Data extract Start Marker

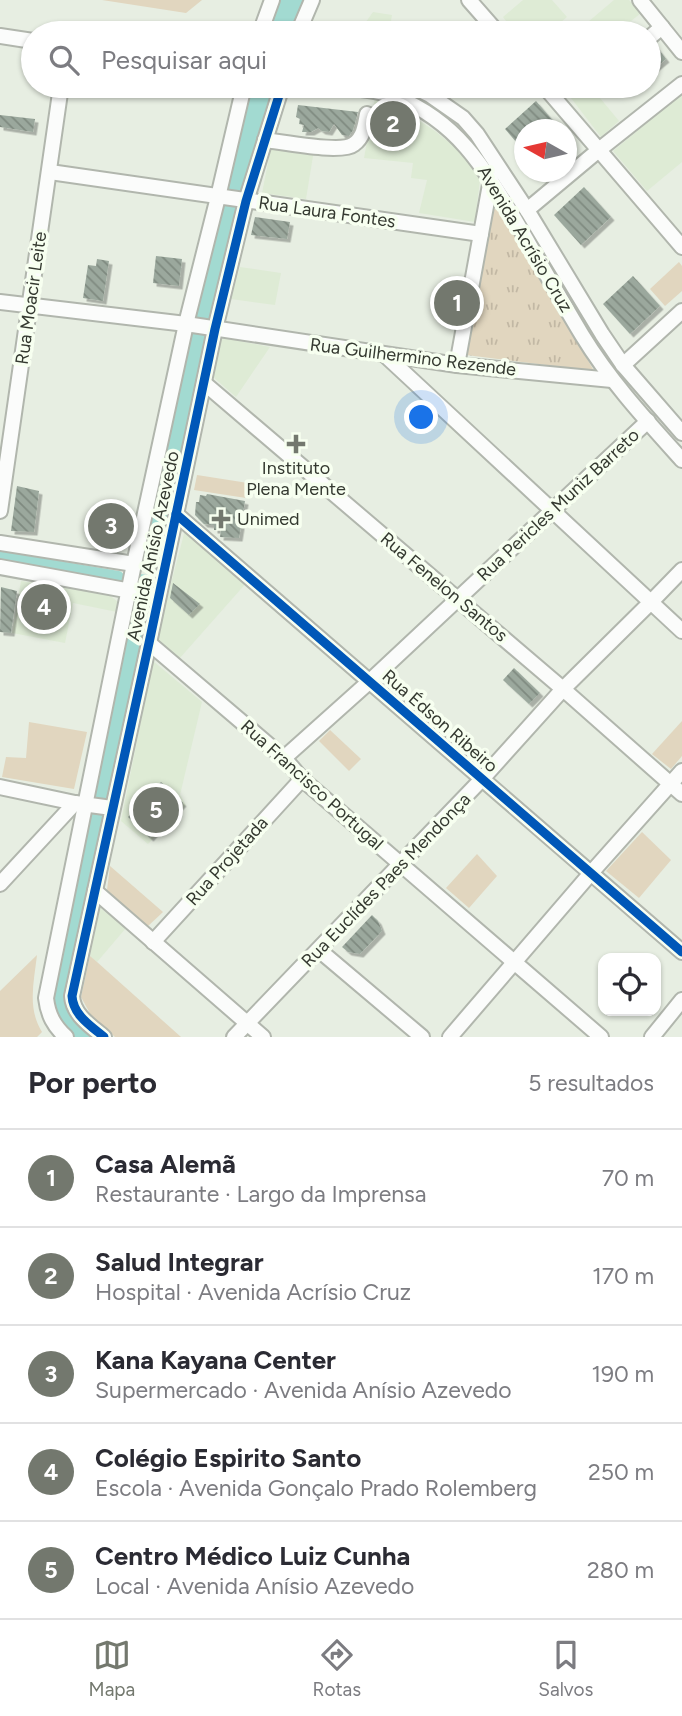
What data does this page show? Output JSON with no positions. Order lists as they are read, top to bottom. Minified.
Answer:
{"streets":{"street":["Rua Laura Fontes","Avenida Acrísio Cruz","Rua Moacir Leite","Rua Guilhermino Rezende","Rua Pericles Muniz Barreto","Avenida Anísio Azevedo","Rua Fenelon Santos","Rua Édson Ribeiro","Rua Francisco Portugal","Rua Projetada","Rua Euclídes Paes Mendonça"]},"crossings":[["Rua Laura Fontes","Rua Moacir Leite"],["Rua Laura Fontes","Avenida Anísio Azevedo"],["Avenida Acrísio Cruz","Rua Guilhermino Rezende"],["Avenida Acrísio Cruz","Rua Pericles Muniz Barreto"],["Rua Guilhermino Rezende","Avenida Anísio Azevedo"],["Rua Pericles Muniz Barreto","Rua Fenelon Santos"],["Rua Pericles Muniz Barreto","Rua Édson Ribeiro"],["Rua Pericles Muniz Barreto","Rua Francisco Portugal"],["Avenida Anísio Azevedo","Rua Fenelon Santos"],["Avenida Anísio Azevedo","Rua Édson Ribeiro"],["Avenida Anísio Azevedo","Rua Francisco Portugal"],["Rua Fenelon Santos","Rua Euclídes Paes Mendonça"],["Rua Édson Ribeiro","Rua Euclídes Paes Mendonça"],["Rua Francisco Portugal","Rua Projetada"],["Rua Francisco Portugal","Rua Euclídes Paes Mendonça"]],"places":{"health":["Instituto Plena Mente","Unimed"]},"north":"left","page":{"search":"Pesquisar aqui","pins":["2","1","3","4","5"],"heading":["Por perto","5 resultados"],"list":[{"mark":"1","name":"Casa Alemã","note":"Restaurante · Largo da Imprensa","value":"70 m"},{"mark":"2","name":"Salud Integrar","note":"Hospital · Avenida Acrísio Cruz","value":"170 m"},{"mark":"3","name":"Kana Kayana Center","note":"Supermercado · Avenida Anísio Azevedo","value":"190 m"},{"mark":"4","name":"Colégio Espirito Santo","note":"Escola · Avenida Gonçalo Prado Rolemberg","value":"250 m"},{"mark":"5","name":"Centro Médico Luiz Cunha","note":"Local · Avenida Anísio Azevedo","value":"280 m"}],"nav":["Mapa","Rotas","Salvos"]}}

Data extract End Marker

• **Activity**:
The output should be the material above, copied exactly, without its pictures.

• **Response to this exercise**:
What data does this page show? Output JSON with no positions. Order lists as they are read, top to bottom. Minified.
Answer:
{"streets":{"street":["Rua Laura Fontes","Avenida Acrísio Cruz","Rua Moacir Leite","Rua Guilhermino Rezende","Rua Pericles Muniz Barreto","Avenida Anísio Azevedo","Rua Fenelon Santos","Rua Édson Ribeiro","Rua Francisco Portugal","Rua Projetada","Rua Euclídes Paes Mendonça"]},"crossings":[["Rua Laura Fontes","Rua Moacir Leite"],["Rua Laura Fontes","Avenida Anísio Azevedo"],["Avenida Acrísio Cruz","Rua Guilhermino Rezende"],["Avenida Acrísio Cruz","Rua Pericles Muniz Barreto"],["Rua Guilhermino Rezende","Avenida Anísio Azevedo"],["Rua Pericles Muniz Barreto","Rua Fenelon Santos"],["Rua Pericles Muniz Barreto","Rua Édson Ribeiro"],["Rua Pericles Muniz Barreto","Rua Francisco Portugal"],["Avenida Anísio Azevedo","Rua Fenelon Santos"],["Avenida Anísio Azevedo","Rua Édson Ribeiro"],["Avenida Anísio Azevedo","Rua Francisco Portugal"],["Rua Fenelon Santos","Rua Euclídes Paes Mendonça"],["Rua Édson Ribeiro","Rua Euclídes Paes Mendonça"],["Rua Francisco Portugal","Rua Projetada"],["Rua Francisco Portugal","Rua Euclídes Paes Mendonça"]],"places":{"health":["Instituto Plena Mente","Unimed"]},"north":"left","page":{"search":"Pesquisar aqui","pins":["2","1","3","4","5"],"heading":["Por perto","5 resultados"],"list":[{"mark":"1","name":"Casa Alemã","note":"Restaurante · Largo da Imprensa","value":"70 m"},{"mark":"2","name":"Salud Integrar","note":"Hospital · Avenida Acrísio Cruz","value":"170 m"},{"mark":"3","name":"Kana Kayana Center","note":"Supermercado · Avenida Anísio Azevedo","value":"190 m"},{"mark":"4","name":"Colégio Espirito Santo","note":"Escola · Avenida Gonçalo Prado Rolemberg","value":"250 m"},{"mark":"5","name":"Centro Médico Luiz Cunha","note":"Local · Avenida Anísio Azevedo","value":"280 m"}],"nav":["Mapa","Rotas","Salvos"]}}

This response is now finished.